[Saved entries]
= Beginning of Section =

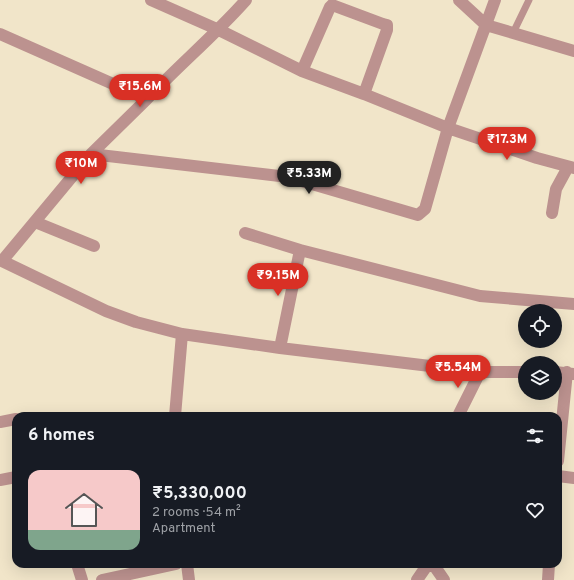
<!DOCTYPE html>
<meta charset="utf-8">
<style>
:root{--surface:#171b24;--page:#242831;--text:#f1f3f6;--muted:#9ea1a6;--line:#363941;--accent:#d93025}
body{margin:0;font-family:Overpass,sans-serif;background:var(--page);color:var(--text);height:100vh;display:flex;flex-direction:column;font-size:15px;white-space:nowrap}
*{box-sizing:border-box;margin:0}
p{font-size:13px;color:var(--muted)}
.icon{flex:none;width:22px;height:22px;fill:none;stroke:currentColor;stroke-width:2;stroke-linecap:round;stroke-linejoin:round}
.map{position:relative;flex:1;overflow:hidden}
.sheet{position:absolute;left:12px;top:412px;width:550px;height:156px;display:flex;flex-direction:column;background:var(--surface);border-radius:12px;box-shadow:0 4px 16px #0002}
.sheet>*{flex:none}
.tools{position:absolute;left:518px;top:304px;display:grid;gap:8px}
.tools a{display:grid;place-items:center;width:44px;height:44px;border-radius:50%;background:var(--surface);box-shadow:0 4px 16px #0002;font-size:20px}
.price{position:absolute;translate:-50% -34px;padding:0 9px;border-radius:14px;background:var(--accent);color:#fff;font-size:13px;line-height:26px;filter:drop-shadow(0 1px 2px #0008)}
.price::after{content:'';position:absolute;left:50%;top:24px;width:12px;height:9px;margin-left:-6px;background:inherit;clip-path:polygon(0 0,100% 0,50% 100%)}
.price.on{background:#222;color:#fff}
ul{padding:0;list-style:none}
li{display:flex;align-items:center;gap:12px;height:100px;padding:0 16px}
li+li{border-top:1px solid var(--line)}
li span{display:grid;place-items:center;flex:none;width:112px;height:80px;border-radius:12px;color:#555}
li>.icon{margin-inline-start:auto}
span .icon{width:48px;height:48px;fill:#fffc;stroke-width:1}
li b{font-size:17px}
h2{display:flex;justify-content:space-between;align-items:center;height:48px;padding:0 16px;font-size:17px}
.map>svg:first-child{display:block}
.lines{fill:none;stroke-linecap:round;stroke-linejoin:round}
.lane{stroke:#bc928f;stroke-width:7}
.street{stroke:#bc928f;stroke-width:12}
</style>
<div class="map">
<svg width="574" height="580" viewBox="0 0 574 580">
<rect width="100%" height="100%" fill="#f1e5c9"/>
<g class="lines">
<path class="lane" d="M513,33L529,0"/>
<path class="street" d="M151,0L219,30L302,71L364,94L448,128L495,0
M459,0L486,25L574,51
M0,34L147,99C179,65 215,35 246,0
M302,71L330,7L332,5L383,24L387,25V30L364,94
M91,154L288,177L418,215L425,209L448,128L537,158L574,168
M552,213L556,189L568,167
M35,222L94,246
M245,233L300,250L480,296L574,304
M0,260L106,311L136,322L182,334L280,348L480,372H525
M2,261L91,154L147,99
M280,348L300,250
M555,372L574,374
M175,416L182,334
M458,416L480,372
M0,422L16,419
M558,461L567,372
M558,476L574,478
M0,480L16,477
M77,564L82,580
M187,564L189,580
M433,564L444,580
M102,580L176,564
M417,580L428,564
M548,580L549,564"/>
</g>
</svg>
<div class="tools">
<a><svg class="icon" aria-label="locate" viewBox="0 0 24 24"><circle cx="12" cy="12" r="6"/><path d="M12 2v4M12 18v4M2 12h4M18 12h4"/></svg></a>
<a><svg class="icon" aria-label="layers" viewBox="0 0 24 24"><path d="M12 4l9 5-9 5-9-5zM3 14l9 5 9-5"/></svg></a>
</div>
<b class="price" style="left:140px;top:108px">₹15.6M</b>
<b class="price" style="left:507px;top:161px">₹17.3M</b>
<b class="price" style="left:81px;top:185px">₹10M</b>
<b class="price on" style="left:309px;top:195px">₹5.33M</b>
<b class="price" style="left:278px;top:297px">₹9.15M</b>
<b class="price" style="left:458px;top:389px">₹5.54M</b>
<section class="sheet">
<h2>6 homes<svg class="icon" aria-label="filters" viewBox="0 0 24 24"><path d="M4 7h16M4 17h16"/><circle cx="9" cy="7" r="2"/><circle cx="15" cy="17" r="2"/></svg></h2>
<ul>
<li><span style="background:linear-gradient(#f6c9c9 75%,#7fa58c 0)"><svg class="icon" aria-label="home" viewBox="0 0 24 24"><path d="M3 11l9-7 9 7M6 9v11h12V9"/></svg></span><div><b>₹5,330,000</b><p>2 rooms · 54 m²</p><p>Apartment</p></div><svg class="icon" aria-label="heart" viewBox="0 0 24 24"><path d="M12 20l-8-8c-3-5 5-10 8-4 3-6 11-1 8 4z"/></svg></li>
</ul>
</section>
</div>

= End of Section =

YOUR TASK> Find the lines that mention "shadow" in the entries and show them.

EXERCISE RESULT>
.sheet{position:absolute;left:12px;top:412px;width:550px;height:156px;display:flex;flex-direction:column;background:var(--surface);border-radius:12px;box-shadow:0 4px 16px #0002}
.tools a{display:grid;place-items:center;width:44px;height:44px;border-radius:50%;background:var(--surface);box-shadow:0 4px 16px #0002;font-size:20px}
.price{position:absolute;translate:-50% -34px;padding:0 9px;border-radius:14px;background:var(--accent);color:#fff;font-size:13px;line-height:26px;filter:drop-shadow(0 1px 2px #0008)}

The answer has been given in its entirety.